PROBLEM TO SOLVE
Return the data below, unchanged.

Stored data:
§ §

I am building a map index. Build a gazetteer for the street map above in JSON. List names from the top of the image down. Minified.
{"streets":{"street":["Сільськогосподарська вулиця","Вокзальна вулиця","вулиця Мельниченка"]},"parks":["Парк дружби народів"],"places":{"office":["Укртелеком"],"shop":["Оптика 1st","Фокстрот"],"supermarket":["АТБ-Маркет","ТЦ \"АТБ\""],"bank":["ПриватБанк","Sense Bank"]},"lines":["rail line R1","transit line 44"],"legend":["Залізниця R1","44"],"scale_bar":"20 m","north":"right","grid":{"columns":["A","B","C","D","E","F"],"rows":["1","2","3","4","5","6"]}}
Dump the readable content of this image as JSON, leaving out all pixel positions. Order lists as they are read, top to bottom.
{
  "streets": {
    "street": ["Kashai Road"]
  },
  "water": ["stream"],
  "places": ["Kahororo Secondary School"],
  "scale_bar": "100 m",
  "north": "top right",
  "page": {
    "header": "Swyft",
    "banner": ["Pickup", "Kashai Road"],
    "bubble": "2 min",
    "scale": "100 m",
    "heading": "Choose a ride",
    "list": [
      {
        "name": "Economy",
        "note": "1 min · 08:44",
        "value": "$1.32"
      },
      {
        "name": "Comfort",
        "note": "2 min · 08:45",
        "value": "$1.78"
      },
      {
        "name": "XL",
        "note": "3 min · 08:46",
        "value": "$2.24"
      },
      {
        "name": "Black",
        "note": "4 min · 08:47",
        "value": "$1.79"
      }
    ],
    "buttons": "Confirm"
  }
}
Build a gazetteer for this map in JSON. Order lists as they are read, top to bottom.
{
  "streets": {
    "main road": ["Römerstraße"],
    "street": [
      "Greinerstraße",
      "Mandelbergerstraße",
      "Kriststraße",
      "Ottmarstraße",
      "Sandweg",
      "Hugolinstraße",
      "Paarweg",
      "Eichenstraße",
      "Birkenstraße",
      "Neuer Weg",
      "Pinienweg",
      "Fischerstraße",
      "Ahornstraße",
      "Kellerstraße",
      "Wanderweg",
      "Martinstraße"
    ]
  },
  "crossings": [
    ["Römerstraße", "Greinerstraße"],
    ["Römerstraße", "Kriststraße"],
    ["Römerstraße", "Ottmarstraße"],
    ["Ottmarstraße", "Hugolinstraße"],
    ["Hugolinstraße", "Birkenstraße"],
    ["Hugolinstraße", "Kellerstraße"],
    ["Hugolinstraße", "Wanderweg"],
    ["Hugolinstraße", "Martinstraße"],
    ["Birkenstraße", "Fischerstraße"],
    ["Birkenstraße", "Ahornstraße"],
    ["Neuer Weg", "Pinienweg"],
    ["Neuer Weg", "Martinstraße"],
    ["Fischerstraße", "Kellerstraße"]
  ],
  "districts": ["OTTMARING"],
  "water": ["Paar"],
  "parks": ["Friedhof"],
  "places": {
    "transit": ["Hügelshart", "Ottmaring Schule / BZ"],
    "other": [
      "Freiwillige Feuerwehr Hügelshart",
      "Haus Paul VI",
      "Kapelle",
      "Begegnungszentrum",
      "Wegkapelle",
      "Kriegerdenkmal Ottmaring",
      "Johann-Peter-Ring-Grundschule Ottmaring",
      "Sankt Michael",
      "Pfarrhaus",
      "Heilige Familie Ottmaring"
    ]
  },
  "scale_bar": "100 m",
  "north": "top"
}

§ §

RESULT
I am building a map index. Build a gazetteer for the street map above in JSON. List names from the top of the image down. Minified.
{"streets":{"street":["Сільськогосподарська вулиця","Вокзальна вулиця","вулиця Мельниченка"]},"parks":["Парк дружби народів"],"places":{"office":["Укртелеком"],"shop":["Оптика 1st","Фокстрот"],"supermarket":["АТБ-Маркет","ТЦ \"АТБ\""],"bank":["ПриватБанк","Sense Bank"]},"lines":["rail line R1","transit line 44"],"legend":["Залізниця R1","44"],"scale_bar":"20 m","north":"right","grid":{"columns":["A","B","C","D","E","F"],"rows":["1","2","3","4","5","6"]}}
Dump the readable content of this image as JSON, leaving out all pixel positions. Order lists as they are read, top to bottom.
{
  "streets": {
    "street": ["Kashai Road"]
  },
  "water": ["stream"],
  "places": ["Kahororo Secondary School"],
  "scale_bar": "100 m",
  "north": "top right",
  "page": {
    "header": "Swyft",
    "banner": ["Pickup", "Kashai Road"],
    "bubble": "2 min",
    "scale": "100 m",
    "heading": "Choose a ride",
    "list": [
      {
        "name": "Economy",
        "note": "1 min · 08:44",
        "value": "$1.32"
      },
      {
        "name": "Comfort",
        "note": "2 min · 08:45",
        "value": "$1.78"
      },
      {
        "name": "XL",
        "note": "3 min · 08:46",
        "value": "$2.24"
      },
      {
        "name": "Black",
        "note": "4 min · 08:47",
        "value": "$1.79"
      }
    ],
    "buttons": "Confirm"
  }
}
Build a gazetteer for this map in JSON. Order lists as they are read, top to bottom.
{
  "streets": {
    "main road": ["Römerstraße"],
    "street": [
      "Greinerstraße",
      "Mandelbergerstraße",
      "Kriststraße",
      "Ottmarstraße",
      "Sandweg",
      "Hugolinstraße",
      "Paarweg",
      "Eichenstraße",
      "Birkenstraße",
      "Neuer Weg",
      "Pinienweg",
      "Fischerstraße",
      "Ahornstraße",
      "Kellerstraße",
      "Wanderweg",
      "Martinstraße"
    ]
  },
  "crossings": [
    ["Römerstraße", "Greinerstraße"],
    ["Römerstraße", "Kriststraße"],
    ["Römerstraße", "Ottmarstraße"],
    ["Ottmarstraße", "Hugolinstraße"],
    ["Hugolinstraße", "Birkenstraße"],
    ["Hugolinstraße", "Kellerstraße"],
    ["Hugolinstraße", "Wanderweg"],
    ["Hugolinstraße", "Martinstraße"],
    ["Birkenstraße", "Fischerstraße"],
    ["Birkenstraße", "Ahornstraße"],
    ["Neuer Weg", "Pinienweg"],
    ["Neuer Weg", "Martinstraße"],
    ["Fischerstraße", "Kellerstraße"]
  ],
  "districts": ["OTTMARING"],
  "water": ["Paar"],
  "parks": ["Friedhof"],
  "places": {
    "transit": ["Hügelshart", "Ottmaring Schule / BZ"],
    "other": [
      "Freiwillige Feuerwehr Hügelshart",
      "Haus Paul VI",
      "Kapelle",
      "Begegnungszentrum",
      "Wegkapelle",
      "Kriegerdenkmal Ottmaring",
      "Johann-Peter-Ring-Grundschule Ottmaring",
      "Sankt Michael",
      "Pfarrhaus",
      "Heilige Familie Ottmaring"
    ]
  },
  "scale_bar": "100 m",
  "north": "top"
}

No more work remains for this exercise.